Research

General Psychology

Picture with words representing researchtopics

Our research activities are centered around two main topics: Performance monitoring and cognitive control. Performance monitoring refers to the ability to monitor and detect conflicts and errors in internal brain states and overt behavior. Cognitive control comprises processes that serve to attain goals by means of reconfiguration of mental sets, selective enhancement of goal-relevant information and inhibition of goal-irrelevant information. Performance monitoring and cognitive control are not only strongly interrelated (e.g., the output of monitoring processes are assumed to guide the allocation of control). Both are also connected to a multitude of basic brain functions, such as attention, memory, and learning. Exemplary questions that we are currently addressing are:

 

  • Which cognitive and neural mechanisms are involved in the conscious and unconscious detection of self-committed errors?

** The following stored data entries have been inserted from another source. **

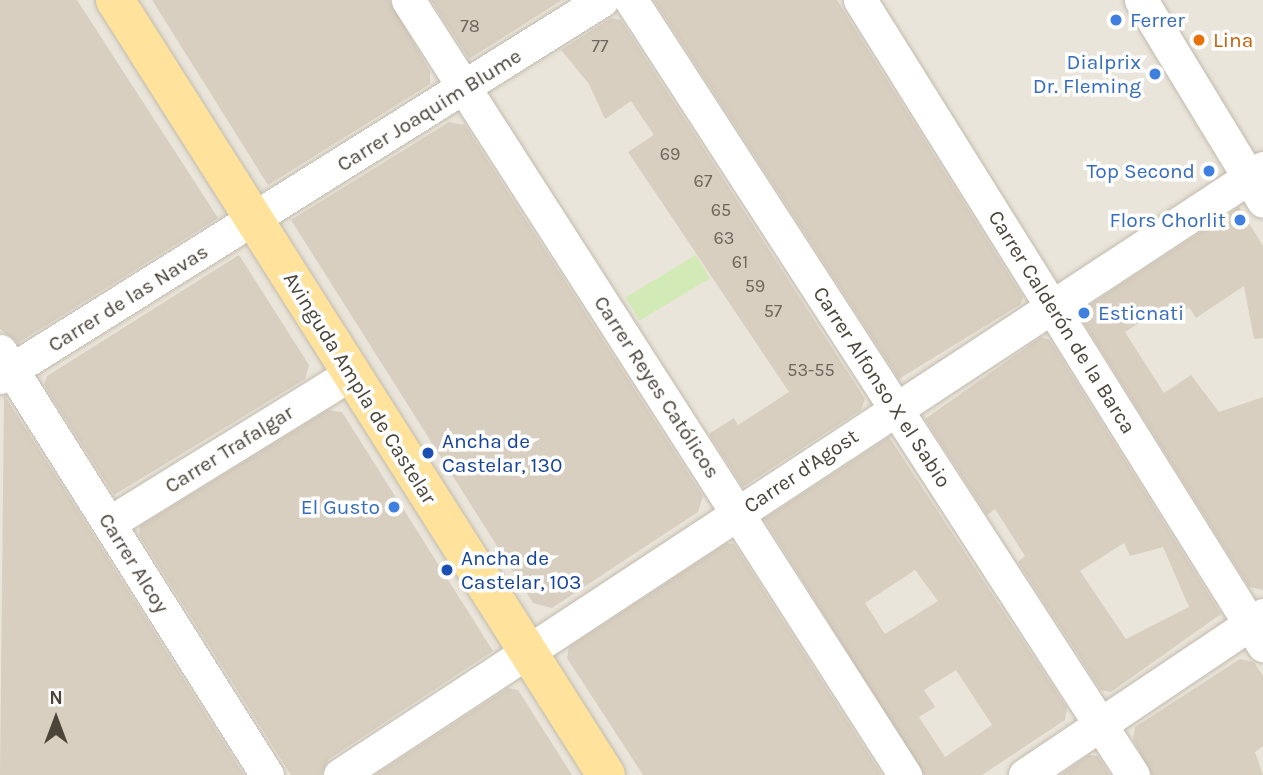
<!DOCTYPE html>
<meta charset="utf-8">
<style>
body{margin:0}
#map{position:relative;width:1263px;height:775px;overflow:hidden;background:#f6f3ec;font-family:Karla,sans-serif}
div>[style]{position:absolute}
[style*='--x']{left:calc(var(--x)*1px);top:calc(var(--y)*1px);width:calc(var(--w)*1px);rotate:calc(var(--a)*1deg)}
.residential>*{inset:0;background:#eae5da;transform-origin:0 0}
.green>*{inset:0;background:#d2eab5;transform-origin:0 0}
.building>*{inset:0;background:#d8cfc1}
.roads{filter:drop-shadow(0 0 2px #c2bbae) drop-shadow(0 0 2px #c2bbae)}
.minor>*{height:33px;margin:-16.5px;padding:0 16.5px;transform-origin:16.5px;border-radius:16.5px;background:#fff}
.major>*{height:38px;margin:-19px;padding:0 19px;transform-origin:19px;border-radius:19px;background:#ffe39c}
.dots>*{width:19px;height:19px;translate:-50% -50%;box-sizing:border-box;border:4px solid #fff;border-radius:50%}
span{translate:-50% -50%;white-space:nowrap;text-align:center;line-height:1.15;-webkit-text-stroke:7px #fff;paint-order:stroke}
.number-label{font-size:18px;color:#6e675b}
.number-label span{-webkit-text-stroke-width:0}
.shop-label{font-size:21px;color:#366cbe}
.left{translate:0 -50%;text-align:left}
.right{translate:-100% -50%;text-align:right}
.food-label{font-size:21px;color:#c56008}
.street-label{font-size:21px;color:#4b4439}
.transit-label{font-size:21px;color:#164399}
.north{position:absolute;left:21px;top:684px;width:70px;height:70px;-webkit-text-stroke:5px #fff;paint-order:stroke;rotate:0deg;font-size:19px;font-weight:700;line-height:28px;text-align:center;color:#4b4439}
.north::after{content:'';display:block;margin:auto;width:24px;height:32px;background:#4b4439;clip-path:polygon(50% 0,100% 100%,50% 72%,0 100%)}
</style>
<div id="map">
<div class="residential">
<i style="left:0;top:0;width:1263px;height:775px"></i>
</div>
<div class="green">
<i style="left:696px;top:255px;width:27px;height:82px;rotate:59deg"></i>
</div>
<div class="building">
<i style="clip-path:polygon(0 0,77px 0,218px 218px,18px 343px,0 329px)"></i>
<i style="clip-path:polygon(152px 0,389px 0,430px 71px,430px 84px,268px 185px)"></i>
<i style="clip-path:polygon(431px 0,562px 0,469px 59px)"></i>
<i style="clip-path:polygon(654px 0,837px 0,1023px 297px,1021px 304px,899px 379px)"></i>
<i style="clip-path:polygon(611px 18px,621px 20px,865px 399px,861px 410px,743px 487px,709px 434px,734px 418px,738px 425px,789px 392px,628px 152px,654px 135px,631px 101px,605px 119px,589px 84px,561px 50px)"></i>
<i style="clip-path:polygon(449px 122px,465px 125px,703px 496px,698px 512px,552px 608px,533px 603px,291px 220px)"></i>
<i style="clip-path:polygon(1239px 207px,1263px 246px,1263px 338px,1254px 339px,1244px 286px,1196px 318px,1189px 307px,1168px 322px,1160px 309px,1125px 332px,1164px 393px,1191px 375px,1219px 412px,1263px 397px,1263px 590px,1249px 587px,1082px 320px,1085px 308px)"></i>
<i style="clip-path:polygon(239px 255px,309px 365px,305px 379px,114px 495px,44px 385px,47px 376px)"></i>
<i style="clip-path:polygon(evenodd,1041px 337px,1050px 340px,1221px 614px,1111px 692px,1101px 690px,1018px 562px,1025px 556px,995px 509px,987px 515px,925px 419px,1041px 337px,1124px 543px,1130px 556px,1163px 547px,1189px 607px,1126px 639px,1080px 571px,1124px 543px)"></i>
<i style="clip-path:polygon(4px 395px,58px 479px,244px 775px,0 775px)"></i>
<i style="clip-path:polygon(328px 410px,342px 412px,493px 651px,329px 759px,321px 775px,291px 775px,139px 535px,140px 526px)"></i>
<i style="clip-path:polygon(evenodd,889px 437px,1067px 708px,1065px 720px,982px 775px,924px 775px,764px 519px,889px 437px,915px 570px,938px 601px,885px 634px,865px 603px,915px 570px,889px 437px,956px 670px,992px 725px,945px 757px,919px 717px,935px 707px,924px 690px,956px 670px)"></i>
<i style="clip-path:polygon(727px 543px,734px 544px,882px 775px,643px 775px,567px 658px,569px 647px)"></i>
<i style="clip-path:polygon(1240px 659px,1254px 662px,1263px 676px,1263px 746px,1255px 752px,1263px 775px,1152px 775px,1133px 739px,1135px 727px)"></i>
<i style="clip-path:polygon(508px 688px,518px 690px,572px 775px,375px 775px)"></i>
<i style="clip-path:polygon(1089px 755px,1098px 756px,1110px 775px,1060px 775px)"></i>
</div>
<div class="roads">
<div class="minor">
<i style="--x:408;--y:0;--w:921;--a:57.33"></i>
<i style="--x:631;--y:0;--w:923;--a:57.07"></i>
<i style="--x:860;--y:0;--w:761;--a:58"></i>
<i style="--x:1141;--y:0;--w:235;--a:58.7"></i>
<i style="--x:0;--y:351;--w:501;--a:57.8"></i>
<i style="--x:0;--y:377;--w:710;--a:-32.06"></i>
<i style="--x:109;--y:523;--w:282;--a:-31.7"></i>
<i style="--x:340;--y:775;--w:1105;--a:-33.33"></i>
<i style="--x:1025;--y:775;--w:287;--a:-33.9"></i>
</div>
<div class="major">
<i style="--x:115;--y:0;--w:917;--a:57.64"></i>
</div>
</div>
<div class="dots">
<i style="left:1116px;top:20px;background:#3f7fe0"></i>
<i style="left:1199px;top:40px;background:#e8710a"></i>
<i style="left:1155px;top:74px;background:#3f7fe0"></i>
<i style="left:1209px;top:171px;background:#3f7fe0"></i>
<i style="left:1240px;top:220px;background:#3f7fe0"></i>
<i style="left:1084px;top:313px;background:#3f7fe0"></i>
<i style="left:428px;top:453px;background:#1a4fb4"></i>
<i style="left:394px;top:507px;background:#3f7fe0"></i>
<i style="left:447px;top:570px;background:#1a4fb4"></i>
</div>
<div class="number-label">
<span style="left:470px;top:26px">78</span>
<span style="left:600px;top:46px">77</span>
<span style="left:670px;top:154px">69</span>
<span style="left:703px;top:181px">67</span>
<span style="left:721px;top:210px">65</span>
<span style="left:724px;top:238px">63</span>
<span style="left:740px;top:262px">61</span>
<span style="left:755px;top:286px">59</span>
<span style="left:773px;top:311px">57</span>
<span style="left:811px;top:370px">53-55</span>
</div>
<div class="shop-label">
<span class="left" style="left:1130px;top:20px">Ferrer</span>
<span class="right" style="left:1141px;top:74px">Dialprix<br>Dr. Fleming</span>
<span class="right" style="left:1195px;top:171px">Top Second</span>
<span class="right" style="left:1226px;top:220px">Flors Chorlit</span>
<span class="left" style="left:1098px;top:313px">Esticnati</span>
<span class="right" style="left:380px;top:507px">El Gusto</span>
</div>
<div class="food-label">
<span class="left" style="left:1213px;top:40px">Lina</span>
</div>
<div class="street-label">
<span style="left:429px;top:110px;rotate:-32deg">Carrer Joaquim Blume</span>
<span style="left:128px;top:298px;rotate:-32deg">Carrer de las Navas</span>
<span style="left:1062px;top:322px;rotate:58deg">Carrer Calderón de la Barca</span>
<span style="left:657px;top:387px;rotate:57deg">Carrer Reyes Católicos</span>
<span style="left:882px;top:387px;rotate:57deg">Carrer Alfonso X el Sabio</span>
<span style="left:360px;top:388px;rotate:58deg">Avinguda Ampla de Castelar</span>
<span style="left:229px;top:449px;rotate:-32deg">Carrer Trafalgar</span>
<span style="left:801px;top:471px;rotate:-34deg">Carrer d'Agost</span>
<span style="left:134px;top:563px;rotate:58deg">Carrer Alcoy</span>
</div>
<div class="transit-label">
<span class="left" style="left:442px;top:453px">Ancha de<br>Castelar, 130</span>
<span class="left" style="left:461px;top:570px">Ancha de<br>Castelar, 103</span>
</div>
<div class="north">N</div>
</div>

  • How does the brain initiate adjustments of cognitive control based on an evaluation of the source and type of errors?

  • Is learning from errors and feedback influenced by explicit expectancies and knowledge?

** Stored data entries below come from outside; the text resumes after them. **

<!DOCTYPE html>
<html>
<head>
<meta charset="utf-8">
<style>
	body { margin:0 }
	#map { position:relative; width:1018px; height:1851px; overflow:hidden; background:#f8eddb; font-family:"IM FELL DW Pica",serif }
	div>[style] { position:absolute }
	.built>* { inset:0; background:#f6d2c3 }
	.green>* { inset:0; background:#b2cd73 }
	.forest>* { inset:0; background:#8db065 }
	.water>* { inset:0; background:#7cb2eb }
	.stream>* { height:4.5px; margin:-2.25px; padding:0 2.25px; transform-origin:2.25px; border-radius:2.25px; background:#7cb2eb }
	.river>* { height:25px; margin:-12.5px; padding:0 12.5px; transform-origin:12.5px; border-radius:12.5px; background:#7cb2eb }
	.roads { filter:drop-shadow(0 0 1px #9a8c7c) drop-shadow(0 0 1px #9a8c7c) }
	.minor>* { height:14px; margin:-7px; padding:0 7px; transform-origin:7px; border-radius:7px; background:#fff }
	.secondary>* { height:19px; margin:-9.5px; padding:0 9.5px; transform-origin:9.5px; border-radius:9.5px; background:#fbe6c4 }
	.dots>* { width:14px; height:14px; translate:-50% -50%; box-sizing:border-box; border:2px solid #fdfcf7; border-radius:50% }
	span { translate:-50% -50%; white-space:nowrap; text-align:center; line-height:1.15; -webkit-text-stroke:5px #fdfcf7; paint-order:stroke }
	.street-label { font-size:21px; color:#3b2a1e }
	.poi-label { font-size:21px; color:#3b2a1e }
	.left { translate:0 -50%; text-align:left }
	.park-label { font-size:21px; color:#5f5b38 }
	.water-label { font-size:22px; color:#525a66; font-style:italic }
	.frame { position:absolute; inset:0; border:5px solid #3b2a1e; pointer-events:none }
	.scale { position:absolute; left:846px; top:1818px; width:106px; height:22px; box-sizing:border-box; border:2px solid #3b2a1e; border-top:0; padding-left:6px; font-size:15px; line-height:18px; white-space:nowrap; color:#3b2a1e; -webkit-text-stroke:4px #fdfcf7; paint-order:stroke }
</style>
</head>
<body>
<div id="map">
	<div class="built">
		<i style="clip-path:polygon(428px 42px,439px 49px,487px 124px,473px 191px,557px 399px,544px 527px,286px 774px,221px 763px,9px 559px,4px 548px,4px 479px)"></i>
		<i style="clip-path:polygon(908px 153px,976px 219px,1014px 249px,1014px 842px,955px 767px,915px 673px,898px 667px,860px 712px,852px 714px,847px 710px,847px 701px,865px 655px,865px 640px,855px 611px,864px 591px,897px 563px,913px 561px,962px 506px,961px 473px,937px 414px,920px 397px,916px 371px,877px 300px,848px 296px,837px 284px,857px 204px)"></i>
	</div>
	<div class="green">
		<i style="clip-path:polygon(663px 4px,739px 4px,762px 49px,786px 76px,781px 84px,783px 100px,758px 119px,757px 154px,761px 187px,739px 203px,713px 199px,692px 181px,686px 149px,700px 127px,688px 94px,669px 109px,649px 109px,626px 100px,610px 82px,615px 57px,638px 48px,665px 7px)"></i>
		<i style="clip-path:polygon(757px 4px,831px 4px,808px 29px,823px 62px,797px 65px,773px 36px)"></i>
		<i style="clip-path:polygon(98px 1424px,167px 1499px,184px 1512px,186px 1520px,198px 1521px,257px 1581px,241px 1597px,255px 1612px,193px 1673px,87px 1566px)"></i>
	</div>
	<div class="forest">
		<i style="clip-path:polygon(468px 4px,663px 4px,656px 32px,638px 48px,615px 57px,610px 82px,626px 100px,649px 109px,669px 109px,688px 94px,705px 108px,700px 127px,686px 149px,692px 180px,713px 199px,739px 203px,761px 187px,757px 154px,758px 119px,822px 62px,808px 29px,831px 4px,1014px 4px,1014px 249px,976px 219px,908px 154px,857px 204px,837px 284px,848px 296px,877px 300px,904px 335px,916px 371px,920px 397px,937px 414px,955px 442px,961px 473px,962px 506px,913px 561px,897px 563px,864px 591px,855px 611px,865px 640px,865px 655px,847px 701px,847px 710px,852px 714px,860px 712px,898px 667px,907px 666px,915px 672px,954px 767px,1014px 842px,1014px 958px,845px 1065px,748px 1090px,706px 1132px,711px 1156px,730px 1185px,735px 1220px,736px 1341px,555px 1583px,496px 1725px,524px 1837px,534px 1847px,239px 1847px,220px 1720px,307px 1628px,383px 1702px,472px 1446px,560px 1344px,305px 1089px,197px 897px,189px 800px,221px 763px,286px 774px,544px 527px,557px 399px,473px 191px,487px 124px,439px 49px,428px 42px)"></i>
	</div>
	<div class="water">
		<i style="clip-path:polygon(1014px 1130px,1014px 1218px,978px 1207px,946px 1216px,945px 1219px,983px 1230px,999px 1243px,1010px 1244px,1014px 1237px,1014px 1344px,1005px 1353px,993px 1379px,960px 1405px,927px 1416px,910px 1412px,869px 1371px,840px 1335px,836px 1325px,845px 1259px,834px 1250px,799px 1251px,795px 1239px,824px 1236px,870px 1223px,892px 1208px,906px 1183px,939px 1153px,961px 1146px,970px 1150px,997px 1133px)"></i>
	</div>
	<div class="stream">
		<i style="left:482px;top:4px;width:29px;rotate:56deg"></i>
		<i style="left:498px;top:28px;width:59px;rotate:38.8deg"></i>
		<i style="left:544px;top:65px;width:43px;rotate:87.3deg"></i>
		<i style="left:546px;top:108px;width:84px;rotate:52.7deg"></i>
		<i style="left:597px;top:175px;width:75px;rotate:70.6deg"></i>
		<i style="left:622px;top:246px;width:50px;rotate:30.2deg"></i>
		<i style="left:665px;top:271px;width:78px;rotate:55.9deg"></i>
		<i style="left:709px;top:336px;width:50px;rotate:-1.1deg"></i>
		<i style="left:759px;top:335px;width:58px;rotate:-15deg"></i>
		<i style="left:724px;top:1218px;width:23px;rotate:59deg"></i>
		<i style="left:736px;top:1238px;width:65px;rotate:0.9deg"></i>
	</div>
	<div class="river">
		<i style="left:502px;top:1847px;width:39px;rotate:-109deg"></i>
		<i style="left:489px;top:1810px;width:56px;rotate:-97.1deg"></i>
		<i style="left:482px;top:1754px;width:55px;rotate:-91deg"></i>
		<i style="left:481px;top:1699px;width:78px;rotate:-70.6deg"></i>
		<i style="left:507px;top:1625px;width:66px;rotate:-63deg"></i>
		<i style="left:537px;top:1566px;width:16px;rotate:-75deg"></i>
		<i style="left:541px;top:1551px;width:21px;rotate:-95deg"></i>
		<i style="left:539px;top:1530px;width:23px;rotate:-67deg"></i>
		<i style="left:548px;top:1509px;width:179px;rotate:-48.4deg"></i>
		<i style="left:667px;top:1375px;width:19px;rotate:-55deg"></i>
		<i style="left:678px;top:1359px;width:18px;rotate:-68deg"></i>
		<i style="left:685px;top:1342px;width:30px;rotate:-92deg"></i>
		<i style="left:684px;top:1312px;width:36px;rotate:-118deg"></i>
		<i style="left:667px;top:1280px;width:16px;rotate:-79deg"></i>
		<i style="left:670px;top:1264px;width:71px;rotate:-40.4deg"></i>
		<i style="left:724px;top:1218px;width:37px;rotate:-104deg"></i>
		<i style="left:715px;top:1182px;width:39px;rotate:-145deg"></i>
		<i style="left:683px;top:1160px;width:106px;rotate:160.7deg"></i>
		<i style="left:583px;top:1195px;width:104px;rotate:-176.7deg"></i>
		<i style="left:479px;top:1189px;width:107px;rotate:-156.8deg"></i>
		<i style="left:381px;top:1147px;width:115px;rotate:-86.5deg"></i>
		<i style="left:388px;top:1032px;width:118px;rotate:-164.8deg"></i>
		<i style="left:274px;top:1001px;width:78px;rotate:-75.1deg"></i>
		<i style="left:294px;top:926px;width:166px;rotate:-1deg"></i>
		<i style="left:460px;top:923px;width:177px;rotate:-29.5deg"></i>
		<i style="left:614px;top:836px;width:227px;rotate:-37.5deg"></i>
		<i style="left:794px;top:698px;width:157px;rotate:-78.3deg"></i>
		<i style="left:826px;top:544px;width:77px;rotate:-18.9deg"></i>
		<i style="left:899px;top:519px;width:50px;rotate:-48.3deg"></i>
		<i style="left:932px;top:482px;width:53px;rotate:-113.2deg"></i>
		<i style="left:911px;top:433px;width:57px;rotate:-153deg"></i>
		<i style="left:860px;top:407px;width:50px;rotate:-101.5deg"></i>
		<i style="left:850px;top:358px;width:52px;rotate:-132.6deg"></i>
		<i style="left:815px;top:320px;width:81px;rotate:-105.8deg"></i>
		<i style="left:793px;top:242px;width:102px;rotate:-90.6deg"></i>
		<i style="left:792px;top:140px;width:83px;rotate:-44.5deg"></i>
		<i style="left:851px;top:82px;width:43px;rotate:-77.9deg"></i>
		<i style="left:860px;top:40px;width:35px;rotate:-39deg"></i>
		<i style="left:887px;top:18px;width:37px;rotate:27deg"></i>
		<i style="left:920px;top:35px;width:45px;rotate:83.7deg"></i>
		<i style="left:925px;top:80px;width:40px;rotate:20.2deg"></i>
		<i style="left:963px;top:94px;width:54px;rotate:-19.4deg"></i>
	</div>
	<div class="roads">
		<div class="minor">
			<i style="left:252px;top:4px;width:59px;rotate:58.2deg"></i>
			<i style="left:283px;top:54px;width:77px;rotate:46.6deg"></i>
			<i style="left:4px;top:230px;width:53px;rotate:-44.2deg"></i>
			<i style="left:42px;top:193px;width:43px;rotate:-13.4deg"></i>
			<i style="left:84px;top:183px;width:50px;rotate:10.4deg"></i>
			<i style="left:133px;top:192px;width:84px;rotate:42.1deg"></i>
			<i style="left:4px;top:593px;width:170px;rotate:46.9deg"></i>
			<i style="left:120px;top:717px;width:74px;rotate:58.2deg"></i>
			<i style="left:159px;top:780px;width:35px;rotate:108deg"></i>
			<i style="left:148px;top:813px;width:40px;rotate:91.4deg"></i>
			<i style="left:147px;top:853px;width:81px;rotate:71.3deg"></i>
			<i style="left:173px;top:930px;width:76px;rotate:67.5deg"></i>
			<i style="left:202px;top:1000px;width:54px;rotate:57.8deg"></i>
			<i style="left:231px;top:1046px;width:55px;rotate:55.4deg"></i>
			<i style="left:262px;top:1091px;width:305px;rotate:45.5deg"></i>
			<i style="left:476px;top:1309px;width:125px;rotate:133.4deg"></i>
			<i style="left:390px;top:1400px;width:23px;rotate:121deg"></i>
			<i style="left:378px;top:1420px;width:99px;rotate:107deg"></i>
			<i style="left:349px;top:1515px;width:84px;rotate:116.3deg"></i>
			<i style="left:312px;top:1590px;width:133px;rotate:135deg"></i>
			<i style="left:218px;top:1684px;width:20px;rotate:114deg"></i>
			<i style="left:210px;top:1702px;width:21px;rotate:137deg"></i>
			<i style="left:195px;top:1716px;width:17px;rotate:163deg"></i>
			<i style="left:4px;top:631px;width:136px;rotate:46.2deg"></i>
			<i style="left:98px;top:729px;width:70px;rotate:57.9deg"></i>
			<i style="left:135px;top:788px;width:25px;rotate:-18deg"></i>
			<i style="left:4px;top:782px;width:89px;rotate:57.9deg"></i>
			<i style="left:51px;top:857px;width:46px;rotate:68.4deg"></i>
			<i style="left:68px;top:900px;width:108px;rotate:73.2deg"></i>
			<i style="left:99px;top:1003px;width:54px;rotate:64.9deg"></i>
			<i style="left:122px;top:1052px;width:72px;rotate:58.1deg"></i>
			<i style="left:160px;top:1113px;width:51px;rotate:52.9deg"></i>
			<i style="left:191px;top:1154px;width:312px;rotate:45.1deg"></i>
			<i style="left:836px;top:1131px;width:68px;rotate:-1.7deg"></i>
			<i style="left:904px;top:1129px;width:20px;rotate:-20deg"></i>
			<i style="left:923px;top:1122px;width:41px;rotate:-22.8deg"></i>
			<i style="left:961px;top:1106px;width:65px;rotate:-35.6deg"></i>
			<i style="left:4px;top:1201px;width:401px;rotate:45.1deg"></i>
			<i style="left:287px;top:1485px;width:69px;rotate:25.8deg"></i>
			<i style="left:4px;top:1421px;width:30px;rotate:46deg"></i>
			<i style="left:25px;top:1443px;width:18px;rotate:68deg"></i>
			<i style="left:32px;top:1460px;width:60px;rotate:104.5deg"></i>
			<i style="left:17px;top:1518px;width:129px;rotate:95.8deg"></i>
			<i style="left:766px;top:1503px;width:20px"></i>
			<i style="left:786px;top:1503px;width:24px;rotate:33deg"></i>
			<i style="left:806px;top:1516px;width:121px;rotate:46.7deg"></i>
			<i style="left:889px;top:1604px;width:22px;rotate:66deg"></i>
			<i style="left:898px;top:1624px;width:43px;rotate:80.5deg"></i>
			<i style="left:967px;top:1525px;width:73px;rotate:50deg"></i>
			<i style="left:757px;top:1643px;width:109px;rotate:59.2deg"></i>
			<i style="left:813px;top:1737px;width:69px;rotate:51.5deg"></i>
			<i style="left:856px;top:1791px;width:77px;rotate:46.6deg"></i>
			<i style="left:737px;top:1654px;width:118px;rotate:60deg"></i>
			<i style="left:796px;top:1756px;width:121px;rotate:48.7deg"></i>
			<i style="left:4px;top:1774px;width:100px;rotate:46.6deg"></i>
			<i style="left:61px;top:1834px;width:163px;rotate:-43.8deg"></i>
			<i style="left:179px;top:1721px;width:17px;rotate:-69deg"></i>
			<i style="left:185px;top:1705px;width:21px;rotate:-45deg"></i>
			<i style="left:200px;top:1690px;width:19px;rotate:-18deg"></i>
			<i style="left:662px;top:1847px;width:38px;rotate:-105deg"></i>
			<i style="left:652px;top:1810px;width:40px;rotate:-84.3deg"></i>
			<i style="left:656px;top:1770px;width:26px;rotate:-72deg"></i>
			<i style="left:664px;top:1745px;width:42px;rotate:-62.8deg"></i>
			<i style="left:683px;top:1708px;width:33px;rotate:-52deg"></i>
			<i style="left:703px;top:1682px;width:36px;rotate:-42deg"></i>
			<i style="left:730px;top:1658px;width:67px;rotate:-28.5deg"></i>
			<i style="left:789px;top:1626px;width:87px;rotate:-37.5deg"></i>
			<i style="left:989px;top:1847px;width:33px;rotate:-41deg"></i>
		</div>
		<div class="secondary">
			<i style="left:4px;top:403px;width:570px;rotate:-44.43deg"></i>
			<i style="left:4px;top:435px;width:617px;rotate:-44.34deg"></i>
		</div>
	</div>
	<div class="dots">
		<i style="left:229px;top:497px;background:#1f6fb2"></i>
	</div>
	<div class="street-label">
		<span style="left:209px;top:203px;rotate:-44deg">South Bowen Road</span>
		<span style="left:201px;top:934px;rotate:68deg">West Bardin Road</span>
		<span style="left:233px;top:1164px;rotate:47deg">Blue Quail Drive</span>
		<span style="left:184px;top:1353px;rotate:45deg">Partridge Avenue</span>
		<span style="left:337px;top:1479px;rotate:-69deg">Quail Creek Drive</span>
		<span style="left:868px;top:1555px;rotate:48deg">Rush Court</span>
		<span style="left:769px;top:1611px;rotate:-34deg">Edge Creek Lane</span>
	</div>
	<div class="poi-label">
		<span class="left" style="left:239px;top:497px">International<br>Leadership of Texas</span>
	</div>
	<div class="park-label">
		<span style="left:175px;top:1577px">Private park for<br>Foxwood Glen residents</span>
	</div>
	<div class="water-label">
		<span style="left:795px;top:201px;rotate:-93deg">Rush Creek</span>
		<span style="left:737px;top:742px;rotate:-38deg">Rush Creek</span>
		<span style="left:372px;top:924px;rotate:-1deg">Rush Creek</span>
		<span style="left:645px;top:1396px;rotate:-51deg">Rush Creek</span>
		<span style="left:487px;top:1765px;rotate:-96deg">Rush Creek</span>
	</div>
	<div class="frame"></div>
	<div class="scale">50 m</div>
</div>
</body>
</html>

  • What are causes and consequences of errors in multitasking and task switching?

  • Which control processes are involved in multitasking and task switching?

Our research is based on three methodological approaches:

  • Behavioral experiments (response times, error rates, distributional data, eye tracking)

  • EEG experiments (event-related potentials, single-trial analysis using multivariate pattern classification and independent component analysis)

  • Computational modeling (neural networks, drift diffusion models, formal models of reinforcement)

To this end, we are running an EEG lab equipped with a 64-channel BIOSEMI ActiveTwo system and a SMI RED250mobile eyetracker, and a behavioral lab that allows for simultaneous testing of multiple subjects.